Default settings should provide optimal results for most users. If you do want to experiment with configuration settings, Tesseract does include many settings to change—the vast majority are documented in the main Tesseract project and not here. As noted above (“what is the scope of this project”), the core recognition engine is inherited from the main Tesseract project—all of the configuration settings in Tesseract work identically in Tesseract.js. Therefore, for specific questions about configuring recognition settings (e.g. “how can I make noise removal more/less aggressive” or “what settings work best for license plates”) you are more likely to find an answer in the Tesseract documentation/discussion versus only looking in this repo.

Is handwritten text supported?

No. The Tesseract OCR model is built around assumptions that only hold for printed text. No combination of options will significantly improve performance with handwritten text. Unless your handwriting is so good that it closely resembles printed text, the results will be poor.

Trained Data

How does tesseract.js download and keep *.traineddata?

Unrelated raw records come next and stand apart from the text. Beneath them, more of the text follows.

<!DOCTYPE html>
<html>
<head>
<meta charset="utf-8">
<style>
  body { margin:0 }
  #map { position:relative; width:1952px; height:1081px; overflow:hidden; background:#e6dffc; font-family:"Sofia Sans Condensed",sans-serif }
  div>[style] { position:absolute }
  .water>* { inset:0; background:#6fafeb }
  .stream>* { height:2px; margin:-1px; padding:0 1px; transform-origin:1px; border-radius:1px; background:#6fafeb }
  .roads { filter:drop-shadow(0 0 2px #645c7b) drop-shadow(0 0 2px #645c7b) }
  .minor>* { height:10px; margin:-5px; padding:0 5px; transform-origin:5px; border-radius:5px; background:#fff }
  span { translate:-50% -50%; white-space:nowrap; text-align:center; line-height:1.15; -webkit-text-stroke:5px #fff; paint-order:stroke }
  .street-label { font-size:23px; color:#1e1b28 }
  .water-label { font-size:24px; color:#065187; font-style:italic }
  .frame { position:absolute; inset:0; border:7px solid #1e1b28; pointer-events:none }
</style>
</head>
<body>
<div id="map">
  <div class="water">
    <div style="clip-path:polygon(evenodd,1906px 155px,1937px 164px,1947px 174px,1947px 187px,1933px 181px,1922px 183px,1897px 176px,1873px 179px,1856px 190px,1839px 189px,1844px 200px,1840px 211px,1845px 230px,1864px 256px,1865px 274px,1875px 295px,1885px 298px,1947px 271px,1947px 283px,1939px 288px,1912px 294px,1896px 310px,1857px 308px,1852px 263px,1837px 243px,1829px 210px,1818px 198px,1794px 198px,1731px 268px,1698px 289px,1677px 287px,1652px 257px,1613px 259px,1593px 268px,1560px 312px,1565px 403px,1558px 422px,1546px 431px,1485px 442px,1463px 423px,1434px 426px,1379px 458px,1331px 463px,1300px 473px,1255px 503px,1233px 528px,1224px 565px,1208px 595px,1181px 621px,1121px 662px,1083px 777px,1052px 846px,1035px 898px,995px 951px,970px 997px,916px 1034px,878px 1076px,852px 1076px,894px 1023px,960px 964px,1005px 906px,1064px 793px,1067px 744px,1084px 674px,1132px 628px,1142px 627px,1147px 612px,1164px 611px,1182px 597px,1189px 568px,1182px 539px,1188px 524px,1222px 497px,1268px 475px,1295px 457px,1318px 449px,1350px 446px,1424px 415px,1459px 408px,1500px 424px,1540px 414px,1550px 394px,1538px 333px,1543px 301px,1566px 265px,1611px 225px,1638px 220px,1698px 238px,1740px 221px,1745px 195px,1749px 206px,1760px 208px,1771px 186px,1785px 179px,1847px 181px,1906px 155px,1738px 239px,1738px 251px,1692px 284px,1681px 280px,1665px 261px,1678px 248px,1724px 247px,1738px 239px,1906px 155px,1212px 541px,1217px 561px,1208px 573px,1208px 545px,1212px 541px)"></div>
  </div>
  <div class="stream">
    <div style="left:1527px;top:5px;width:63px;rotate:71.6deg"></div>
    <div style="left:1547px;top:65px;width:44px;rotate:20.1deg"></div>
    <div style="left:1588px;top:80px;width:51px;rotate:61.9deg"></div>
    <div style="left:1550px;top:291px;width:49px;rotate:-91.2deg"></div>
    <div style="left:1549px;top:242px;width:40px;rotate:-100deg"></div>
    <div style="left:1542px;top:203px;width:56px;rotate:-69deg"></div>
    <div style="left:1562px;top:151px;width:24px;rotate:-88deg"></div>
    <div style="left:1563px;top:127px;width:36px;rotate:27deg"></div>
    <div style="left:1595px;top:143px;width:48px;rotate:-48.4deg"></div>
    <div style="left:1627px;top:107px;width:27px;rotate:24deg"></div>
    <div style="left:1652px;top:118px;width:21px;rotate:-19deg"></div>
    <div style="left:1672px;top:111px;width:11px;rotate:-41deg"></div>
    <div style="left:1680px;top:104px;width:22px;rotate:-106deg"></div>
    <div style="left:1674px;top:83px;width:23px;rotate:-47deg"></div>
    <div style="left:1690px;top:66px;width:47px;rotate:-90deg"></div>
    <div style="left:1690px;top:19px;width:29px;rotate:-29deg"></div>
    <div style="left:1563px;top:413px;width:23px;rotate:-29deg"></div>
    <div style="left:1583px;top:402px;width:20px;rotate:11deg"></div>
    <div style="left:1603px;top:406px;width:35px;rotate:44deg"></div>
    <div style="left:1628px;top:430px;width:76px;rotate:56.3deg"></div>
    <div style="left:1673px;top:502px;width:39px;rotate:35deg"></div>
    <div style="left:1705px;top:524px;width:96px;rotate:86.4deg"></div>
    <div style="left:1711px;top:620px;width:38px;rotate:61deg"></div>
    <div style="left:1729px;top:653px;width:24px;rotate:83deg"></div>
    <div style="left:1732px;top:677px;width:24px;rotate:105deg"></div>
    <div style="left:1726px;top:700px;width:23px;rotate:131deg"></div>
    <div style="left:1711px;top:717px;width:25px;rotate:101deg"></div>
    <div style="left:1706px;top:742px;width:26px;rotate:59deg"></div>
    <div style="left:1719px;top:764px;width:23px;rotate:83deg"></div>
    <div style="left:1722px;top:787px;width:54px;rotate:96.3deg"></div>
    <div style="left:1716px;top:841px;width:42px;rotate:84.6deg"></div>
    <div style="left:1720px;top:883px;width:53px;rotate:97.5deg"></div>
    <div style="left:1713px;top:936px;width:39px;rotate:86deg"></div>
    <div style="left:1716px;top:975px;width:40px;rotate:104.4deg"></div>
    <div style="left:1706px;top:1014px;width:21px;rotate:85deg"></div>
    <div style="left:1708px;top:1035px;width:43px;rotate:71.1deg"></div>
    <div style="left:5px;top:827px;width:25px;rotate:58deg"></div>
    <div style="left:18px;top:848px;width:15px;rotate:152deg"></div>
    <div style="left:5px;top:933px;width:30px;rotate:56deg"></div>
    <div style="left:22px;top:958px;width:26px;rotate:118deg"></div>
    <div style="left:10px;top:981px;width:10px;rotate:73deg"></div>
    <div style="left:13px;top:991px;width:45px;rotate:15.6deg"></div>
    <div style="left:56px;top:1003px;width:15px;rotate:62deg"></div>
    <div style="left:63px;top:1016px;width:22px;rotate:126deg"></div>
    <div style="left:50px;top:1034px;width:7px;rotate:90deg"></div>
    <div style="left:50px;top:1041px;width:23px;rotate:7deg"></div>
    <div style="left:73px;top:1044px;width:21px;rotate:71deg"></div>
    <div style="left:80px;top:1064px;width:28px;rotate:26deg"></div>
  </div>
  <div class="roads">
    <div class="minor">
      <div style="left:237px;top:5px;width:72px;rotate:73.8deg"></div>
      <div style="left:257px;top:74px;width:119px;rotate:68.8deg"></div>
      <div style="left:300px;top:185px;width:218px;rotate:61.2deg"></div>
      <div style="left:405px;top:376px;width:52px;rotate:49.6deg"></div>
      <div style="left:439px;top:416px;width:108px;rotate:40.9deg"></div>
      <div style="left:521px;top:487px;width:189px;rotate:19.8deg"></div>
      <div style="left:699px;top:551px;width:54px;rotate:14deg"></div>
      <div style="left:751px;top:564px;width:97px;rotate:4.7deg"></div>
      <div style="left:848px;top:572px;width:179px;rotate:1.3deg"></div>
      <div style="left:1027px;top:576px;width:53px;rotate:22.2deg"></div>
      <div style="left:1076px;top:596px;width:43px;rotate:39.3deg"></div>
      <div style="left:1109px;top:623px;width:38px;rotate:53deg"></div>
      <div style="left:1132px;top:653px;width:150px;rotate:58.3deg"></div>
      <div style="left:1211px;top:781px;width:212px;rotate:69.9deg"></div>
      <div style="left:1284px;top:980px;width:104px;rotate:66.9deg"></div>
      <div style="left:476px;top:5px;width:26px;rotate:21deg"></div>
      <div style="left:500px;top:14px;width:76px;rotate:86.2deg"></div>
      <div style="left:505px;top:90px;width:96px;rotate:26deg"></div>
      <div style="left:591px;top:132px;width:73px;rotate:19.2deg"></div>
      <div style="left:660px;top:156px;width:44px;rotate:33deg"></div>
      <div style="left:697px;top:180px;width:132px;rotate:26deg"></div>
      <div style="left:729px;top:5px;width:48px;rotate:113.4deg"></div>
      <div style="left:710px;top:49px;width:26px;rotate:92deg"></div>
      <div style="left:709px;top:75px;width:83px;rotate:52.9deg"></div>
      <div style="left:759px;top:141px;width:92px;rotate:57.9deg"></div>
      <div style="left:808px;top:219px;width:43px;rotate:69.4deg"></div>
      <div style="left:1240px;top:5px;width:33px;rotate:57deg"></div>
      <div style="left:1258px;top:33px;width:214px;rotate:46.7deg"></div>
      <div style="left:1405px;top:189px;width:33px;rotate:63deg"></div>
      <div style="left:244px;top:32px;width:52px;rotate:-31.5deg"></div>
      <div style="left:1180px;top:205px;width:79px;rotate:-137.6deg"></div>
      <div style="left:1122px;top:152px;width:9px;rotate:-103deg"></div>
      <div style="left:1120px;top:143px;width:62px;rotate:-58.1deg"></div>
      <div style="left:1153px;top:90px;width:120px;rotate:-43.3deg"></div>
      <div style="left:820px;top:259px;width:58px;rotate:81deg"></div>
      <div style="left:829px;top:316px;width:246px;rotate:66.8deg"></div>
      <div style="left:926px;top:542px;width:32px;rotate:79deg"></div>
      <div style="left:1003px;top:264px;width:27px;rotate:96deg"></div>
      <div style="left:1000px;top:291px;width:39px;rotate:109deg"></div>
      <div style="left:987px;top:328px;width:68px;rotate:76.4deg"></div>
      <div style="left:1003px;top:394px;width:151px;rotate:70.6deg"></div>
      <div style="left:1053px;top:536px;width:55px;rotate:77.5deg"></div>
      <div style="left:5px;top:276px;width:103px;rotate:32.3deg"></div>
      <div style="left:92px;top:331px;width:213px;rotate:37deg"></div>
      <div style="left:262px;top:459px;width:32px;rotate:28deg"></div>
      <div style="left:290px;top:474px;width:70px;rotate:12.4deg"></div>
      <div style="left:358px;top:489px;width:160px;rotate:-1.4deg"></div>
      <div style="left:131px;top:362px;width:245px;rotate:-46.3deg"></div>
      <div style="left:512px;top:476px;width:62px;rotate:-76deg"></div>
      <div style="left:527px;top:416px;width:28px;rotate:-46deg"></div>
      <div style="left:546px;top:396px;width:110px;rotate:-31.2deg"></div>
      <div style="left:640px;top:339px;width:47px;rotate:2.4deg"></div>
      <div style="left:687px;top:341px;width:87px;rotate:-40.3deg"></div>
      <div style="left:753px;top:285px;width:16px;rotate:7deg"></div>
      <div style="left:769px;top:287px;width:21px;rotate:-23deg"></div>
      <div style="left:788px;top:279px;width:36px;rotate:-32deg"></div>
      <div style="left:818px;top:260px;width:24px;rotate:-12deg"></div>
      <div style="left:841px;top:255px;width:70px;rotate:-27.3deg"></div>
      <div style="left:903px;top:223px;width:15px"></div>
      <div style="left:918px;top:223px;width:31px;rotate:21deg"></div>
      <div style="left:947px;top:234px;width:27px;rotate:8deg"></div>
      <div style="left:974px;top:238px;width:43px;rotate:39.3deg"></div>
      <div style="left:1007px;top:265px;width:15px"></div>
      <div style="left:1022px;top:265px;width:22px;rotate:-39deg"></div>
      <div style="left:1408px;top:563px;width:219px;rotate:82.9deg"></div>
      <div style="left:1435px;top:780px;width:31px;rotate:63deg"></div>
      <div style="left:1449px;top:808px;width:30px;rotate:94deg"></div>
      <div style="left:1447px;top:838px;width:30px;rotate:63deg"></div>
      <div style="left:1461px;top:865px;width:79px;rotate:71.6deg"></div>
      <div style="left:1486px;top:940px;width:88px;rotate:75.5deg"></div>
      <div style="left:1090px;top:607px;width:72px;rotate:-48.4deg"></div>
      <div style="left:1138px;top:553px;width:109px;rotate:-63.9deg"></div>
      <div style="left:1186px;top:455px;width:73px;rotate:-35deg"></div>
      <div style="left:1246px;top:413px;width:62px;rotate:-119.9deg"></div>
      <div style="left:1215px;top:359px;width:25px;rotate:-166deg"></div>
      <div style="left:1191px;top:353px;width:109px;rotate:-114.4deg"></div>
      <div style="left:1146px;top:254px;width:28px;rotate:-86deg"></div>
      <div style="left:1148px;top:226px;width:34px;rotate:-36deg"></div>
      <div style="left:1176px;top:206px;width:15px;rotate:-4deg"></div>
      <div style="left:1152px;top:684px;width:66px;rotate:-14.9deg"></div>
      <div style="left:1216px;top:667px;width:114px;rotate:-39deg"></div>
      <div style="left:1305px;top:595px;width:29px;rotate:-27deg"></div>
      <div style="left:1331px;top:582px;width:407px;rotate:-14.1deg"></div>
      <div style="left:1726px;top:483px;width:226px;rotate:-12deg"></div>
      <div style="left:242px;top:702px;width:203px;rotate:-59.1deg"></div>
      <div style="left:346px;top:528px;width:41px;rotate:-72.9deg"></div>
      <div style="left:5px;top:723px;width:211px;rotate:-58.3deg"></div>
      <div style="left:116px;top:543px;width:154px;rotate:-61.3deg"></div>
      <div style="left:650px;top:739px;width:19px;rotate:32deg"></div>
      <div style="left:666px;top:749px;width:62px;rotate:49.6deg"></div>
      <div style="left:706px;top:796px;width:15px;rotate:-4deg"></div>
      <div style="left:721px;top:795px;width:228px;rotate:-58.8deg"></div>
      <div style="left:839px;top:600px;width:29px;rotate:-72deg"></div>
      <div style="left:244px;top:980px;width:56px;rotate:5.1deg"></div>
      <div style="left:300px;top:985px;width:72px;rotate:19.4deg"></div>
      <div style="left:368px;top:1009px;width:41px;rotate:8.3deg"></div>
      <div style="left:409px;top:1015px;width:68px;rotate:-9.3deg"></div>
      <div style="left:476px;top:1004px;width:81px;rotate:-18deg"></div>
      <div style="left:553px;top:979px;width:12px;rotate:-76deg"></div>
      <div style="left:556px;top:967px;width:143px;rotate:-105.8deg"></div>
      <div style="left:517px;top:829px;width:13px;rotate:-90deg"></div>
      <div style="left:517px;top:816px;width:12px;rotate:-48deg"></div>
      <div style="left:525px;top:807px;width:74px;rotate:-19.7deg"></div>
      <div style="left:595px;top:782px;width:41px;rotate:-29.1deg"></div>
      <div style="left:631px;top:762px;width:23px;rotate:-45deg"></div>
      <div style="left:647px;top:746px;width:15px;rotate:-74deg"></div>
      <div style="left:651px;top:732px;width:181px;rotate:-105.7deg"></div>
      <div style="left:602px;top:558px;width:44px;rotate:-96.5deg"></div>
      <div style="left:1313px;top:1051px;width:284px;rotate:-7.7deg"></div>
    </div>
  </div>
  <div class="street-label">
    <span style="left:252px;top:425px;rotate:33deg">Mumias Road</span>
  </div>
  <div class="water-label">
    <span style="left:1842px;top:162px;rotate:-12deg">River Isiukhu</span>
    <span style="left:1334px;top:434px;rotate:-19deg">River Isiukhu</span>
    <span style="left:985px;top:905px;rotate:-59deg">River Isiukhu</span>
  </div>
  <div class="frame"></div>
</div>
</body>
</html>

During the downloading of language model, Tesseract.js will first check if *.traineddata already exists. (browser: IndexedDB, Node.js: fs, in the folder you execute the command) If the *.traineddata doesn't exist, it will fetch *.traineddata.gz from tessdata, ungzip and store in IndexedDB or fs, you can delete it manually and it will download again for you.

How can I train my own *.traineddata?

See the documentation from the main Tesseract project for training instructions.